Article 2, Section 3
William Symmes to Capt. Peter Osgood15 Nov. 1787Storing 4.5.2
11. "The President shall take care that the law be faithfully executed."
That there must be an Executive power, independent of the legislature, appears to have been generally agreed among the fabricators of modern constitutions. But I believe it has not until now been supposed essential that this power should be vested in a single person. The execution of the law requires as much prudence as any other department, and the pardoning or refusing to pardon offences, is a very delicate matter. Yet he has no council or assistant, no restraint.
But was ever a commission so brief, so general, as this of our President? Can we exactly say how far a faithful execution of the laws may extend? or what may be called or comprehended in a faithful execution? If the President be guilty of a misdemeanor, will he not take care to have this excuse? And should it turn against him, may he not plead a mistake! or is he bound to understand the laws, or their operation? Should a Federal law happen to be as generally expressed as the President's authority; must he not interpret the Act!

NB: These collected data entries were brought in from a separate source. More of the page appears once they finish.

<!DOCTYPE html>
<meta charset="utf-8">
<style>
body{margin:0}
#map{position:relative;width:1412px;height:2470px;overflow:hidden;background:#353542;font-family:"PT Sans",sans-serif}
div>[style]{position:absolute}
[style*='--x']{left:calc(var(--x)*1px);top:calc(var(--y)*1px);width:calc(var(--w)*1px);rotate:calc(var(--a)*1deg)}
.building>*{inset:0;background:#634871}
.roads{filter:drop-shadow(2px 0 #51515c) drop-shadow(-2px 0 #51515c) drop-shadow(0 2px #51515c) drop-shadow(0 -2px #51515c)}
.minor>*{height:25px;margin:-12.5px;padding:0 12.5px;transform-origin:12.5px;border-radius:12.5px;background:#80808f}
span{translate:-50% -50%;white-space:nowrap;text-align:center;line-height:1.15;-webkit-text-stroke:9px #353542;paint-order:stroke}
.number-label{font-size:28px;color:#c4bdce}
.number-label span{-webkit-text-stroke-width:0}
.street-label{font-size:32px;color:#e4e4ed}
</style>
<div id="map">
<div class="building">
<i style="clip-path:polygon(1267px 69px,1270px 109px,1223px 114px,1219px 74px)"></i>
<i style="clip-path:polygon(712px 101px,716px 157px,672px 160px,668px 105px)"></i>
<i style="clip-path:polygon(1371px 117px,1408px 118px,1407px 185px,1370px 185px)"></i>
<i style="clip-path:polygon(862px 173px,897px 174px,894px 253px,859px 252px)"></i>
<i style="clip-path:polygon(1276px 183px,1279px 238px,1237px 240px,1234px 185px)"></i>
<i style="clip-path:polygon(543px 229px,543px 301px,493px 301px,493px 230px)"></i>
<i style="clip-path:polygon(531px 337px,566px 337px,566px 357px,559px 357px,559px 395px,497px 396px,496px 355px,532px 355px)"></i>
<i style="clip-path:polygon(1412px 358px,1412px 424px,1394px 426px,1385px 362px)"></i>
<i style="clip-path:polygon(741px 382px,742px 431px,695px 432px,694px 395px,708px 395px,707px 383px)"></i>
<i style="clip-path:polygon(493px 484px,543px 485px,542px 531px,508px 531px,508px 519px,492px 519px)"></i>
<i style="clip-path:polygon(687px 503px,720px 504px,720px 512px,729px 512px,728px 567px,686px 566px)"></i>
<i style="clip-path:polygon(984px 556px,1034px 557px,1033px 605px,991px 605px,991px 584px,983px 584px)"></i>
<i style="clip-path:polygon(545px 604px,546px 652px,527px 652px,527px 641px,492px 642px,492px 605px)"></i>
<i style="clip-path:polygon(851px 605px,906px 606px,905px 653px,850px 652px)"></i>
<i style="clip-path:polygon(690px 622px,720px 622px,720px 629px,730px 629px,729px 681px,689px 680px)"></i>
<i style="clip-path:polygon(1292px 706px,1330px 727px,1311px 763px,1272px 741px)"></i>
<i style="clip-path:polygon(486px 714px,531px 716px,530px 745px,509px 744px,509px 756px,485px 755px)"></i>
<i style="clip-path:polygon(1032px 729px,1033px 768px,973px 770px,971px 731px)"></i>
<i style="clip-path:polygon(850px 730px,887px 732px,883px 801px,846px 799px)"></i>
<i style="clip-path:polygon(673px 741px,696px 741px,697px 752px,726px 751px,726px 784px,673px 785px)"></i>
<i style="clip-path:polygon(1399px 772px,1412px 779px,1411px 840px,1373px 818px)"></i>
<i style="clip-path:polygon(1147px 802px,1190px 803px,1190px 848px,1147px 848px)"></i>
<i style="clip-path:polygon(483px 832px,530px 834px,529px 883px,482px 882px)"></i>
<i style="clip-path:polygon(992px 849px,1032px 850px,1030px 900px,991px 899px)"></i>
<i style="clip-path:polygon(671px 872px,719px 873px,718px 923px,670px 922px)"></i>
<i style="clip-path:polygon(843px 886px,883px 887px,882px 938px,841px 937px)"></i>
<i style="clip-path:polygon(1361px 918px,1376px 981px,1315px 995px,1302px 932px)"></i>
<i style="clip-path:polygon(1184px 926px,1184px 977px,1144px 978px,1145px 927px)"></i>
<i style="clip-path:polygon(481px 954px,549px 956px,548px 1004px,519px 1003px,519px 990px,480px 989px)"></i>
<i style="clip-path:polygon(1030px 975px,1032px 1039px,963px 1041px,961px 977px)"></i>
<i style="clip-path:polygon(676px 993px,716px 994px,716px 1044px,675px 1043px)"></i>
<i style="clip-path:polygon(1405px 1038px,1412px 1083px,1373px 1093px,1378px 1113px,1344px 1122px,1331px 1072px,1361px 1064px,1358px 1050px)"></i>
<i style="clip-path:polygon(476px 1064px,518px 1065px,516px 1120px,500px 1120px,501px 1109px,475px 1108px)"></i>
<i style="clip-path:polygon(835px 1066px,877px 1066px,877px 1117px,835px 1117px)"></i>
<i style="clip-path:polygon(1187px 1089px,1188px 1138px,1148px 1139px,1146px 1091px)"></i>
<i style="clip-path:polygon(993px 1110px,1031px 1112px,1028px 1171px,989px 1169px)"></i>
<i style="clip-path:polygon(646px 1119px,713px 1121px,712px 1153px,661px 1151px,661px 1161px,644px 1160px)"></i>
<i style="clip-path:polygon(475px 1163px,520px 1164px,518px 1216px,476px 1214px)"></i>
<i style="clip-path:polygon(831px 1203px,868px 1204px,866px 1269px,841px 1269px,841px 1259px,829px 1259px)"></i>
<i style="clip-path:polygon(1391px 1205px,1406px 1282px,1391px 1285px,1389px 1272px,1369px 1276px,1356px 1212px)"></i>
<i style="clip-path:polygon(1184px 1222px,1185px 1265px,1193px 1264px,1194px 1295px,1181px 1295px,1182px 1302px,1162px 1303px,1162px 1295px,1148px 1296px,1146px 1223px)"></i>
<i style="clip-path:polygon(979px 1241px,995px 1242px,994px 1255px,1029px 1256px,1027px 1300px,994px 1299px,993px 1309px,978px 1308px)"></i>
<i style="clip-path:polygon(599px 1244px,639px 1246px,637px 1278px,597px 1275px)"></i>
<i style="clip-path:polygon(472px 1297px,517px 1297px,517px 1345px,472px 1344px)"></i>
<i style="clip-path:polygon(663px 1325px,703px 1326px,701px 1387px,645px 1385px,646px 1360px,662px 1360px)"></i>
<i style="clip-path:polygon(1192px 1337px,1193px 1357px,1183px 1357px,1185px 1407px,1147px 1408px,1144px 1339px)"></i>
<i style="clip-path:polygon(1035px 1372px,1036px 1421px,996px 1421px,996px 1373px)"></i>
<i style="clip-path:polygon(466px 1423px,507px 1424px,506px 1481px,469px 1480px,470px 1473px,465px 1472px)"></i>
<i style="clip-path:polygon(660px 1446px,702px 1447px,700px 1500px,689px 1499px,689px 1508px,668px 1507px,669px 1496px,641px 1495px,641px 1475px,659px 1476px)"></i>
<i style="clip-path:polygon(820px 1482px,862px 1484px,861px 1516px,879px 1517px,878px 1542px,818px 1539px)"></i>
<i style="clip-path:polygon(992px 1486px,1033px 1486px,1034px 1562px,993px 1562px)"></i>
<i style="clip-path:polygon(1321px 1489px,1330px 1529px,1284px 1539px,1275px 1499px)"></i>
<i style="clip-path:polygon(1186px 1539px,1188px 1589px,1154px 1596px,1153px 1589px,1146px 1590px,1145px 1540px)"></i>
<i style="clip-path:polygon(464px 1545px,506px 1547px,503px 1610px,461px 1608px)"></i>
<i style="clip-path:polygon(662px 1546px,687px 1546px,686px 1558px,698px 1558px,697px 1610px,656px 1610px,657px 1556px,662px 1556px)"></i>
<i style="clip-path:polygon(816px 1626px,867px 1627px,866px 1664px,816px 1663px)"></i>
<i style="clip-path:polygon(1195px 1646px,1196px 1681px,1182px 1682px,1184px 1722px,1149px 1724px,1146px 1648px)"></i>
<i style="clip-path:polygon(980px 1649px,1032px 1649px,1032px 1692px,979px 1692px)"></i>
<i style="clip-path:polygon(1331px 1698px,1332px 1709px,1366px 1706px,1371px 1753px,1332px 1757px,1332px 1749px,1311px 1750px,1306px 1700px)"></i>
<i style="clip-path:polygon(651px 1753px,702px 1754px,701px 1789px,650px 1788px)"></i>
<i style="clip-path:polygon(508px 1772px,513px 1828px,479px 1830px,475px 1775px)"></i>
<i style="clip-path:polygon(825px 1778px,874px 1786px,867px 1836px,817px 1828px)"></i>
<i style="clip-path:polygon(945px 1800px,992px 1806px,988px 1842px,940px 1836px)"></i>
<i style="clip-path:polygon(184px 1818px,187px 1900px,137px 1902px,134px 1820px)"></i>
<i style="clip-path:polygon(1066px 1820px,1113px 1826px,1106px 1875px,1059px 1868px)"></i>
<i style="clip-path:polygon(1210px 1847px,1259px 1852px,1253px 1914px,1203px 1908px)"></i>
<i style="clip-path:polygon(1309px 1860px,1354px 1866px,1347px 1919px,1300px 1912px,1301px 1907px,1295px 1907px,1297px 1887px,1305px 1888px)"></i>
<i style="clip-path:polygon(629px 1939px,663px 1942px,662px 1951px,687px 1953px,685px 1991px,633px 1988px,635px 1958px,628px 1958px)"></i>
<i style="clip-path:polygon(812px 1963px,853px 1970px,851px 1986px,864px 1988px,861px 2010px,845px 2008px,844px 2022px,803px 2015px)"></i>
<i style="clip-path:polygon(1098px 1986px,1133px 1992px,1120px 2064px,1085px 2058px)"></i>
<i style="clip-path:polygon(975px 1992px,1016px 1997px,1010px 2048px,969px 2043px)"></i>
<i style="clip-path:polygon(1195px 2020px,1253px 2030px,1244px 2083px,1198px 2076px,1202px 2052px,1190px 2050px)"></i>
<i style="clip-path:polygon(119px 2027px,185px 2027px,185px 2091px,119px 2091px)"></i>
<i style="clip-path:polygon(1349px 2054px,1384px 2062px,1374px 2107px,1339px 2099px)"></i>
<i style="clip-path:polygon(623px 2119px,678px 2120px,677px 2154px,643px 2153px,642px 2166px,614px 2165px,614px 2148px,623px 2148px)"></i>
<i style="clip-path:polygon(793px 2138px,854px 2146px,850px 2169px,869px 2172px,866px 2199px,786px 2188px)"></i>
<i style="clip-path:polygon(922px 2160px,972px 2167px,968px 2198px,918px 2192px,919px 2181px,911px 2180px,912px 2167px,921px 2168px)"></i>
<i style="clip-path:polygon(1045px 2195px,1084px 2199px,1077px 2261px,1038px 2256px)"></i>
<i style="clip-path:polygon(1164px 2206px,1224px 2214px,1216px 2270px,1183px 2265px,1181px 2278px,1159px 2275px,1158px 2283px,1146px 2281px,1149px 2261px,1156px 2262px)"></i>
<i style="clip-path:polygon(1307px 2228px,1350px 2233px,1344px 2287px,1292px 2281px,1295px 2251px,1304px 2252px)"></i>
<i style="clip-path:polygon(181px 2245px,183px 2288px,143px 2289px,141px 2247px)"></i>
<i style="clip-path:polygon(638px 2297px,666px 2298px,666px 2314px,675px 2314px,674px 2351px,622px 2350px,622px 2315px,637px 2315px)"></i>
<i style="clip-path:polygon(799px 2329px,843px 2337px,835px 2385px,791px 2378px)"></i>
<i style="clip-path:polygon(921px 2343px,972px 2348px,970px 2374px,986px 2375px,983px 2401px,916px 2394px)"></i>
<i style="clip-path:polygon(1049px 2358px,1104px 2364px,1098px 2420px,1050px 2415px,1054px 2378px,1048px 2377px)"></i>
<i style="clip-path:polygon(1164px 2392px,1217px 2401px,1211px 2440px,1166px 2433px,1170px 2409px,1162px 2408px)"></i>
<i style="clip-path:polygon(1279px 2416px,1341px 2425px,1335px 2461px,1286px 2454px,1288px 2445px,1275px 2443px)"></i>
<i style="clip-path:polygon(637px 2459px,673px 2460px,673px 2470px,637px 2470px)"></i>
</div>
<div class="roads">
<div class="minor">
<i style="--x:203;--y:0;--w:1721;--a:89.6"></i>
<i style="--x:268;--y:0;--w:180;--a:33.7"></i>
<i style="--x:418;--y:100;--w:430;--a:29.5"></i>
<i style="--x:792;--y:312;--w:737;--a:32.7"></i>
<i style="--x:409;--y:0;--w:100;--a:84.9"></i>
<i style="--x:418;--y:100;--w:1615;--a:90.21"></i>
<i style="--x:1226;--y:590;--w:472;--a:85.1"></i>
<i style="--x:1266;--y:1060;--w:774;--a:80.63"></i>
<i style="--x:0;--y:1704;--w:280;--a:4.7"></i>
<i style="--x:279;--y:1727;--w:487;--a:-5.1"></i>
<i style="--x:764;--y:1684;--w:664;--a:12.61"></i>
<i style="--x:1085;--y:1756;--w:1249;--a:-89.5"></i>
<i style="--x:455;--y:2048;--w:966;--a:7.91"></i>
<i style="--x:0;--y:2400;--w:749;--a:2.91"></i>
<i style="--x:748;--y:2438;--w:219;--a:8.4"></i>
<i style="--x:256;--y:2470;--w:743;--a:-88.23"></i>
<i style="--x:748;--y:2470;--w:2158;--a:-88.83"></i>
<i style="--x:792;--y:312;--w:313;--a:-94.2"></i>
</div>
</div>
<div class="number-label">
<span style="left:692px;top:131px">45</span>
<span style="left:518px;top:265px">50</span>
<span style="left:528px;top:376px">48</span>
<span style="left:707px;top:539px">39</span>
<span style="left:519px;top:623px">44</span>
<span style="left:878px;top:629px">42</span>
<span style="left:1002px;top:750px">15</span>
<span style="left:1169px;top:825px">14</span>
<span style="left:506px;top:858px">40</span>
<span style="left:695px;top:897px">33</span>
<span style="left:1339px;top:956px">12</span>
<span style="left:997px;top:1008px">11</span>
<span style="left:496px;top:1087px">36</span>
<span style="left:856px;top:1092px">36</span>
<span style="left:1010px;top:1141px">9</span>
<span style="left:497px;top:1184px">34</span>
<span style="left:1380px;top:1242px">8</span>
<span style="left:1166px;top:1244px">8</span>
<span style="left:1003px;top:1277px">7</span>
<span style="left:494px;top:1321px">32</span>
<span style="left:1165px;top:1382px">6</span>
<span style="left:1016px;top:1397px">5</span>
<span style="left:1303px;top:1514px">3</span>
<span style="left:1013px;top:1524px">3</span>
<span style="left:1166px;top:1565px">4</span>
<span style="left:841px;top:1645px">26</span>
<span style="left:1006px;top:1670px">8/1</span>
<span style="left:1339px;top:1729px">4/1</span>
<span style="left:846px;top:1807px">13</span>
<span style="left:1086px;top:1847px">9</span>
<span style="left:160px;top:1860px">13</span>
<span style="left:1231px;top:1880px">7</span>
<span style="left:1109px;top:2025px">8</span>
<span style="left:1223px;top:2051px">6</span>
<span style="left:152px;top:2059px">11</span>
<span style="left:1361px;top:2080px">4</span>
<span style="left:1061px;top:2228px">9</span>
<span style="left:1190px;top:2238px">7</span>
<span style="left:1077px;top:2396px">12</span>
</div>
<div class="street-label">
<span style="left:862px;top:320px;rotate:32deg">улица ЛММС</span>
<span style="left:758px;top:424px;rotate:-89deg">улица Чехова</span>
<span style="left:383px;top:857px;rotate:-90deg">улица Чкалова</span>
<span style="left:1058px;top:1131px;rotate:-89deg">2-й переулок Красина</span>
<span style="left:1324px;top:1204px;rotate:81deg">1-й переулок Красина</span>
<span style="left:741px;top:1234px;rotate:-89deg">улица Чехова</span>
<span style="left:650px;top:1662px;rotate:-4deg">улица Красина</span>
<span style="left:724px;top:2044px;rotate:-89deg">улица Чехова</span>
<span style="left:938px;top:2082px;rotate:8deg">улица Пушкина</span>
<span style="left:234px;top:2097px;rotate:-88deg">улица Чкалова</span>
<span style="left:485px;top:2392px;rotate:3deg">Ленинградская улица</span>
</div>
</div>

For in many cases he must execute the laws independent of any judicial decision. And should the legislature direct the mode of executing the laws, or any particular law, is he obliged to comply, if he does not think it will amount to a faithful execution? For to suppose that the legislature can make laws to affect the office of President, is to destroy his independence, and in this case to supersede the very constitution. Is there no instance in which he may reject the sense of the legislature, and establish his own, and so far, would he not be to all intents and purposes absolute?
Storing, Herbert J., ed. The Complete Anti-Federalist. 7 vols. Chicago: University of Chicago Press, 1981.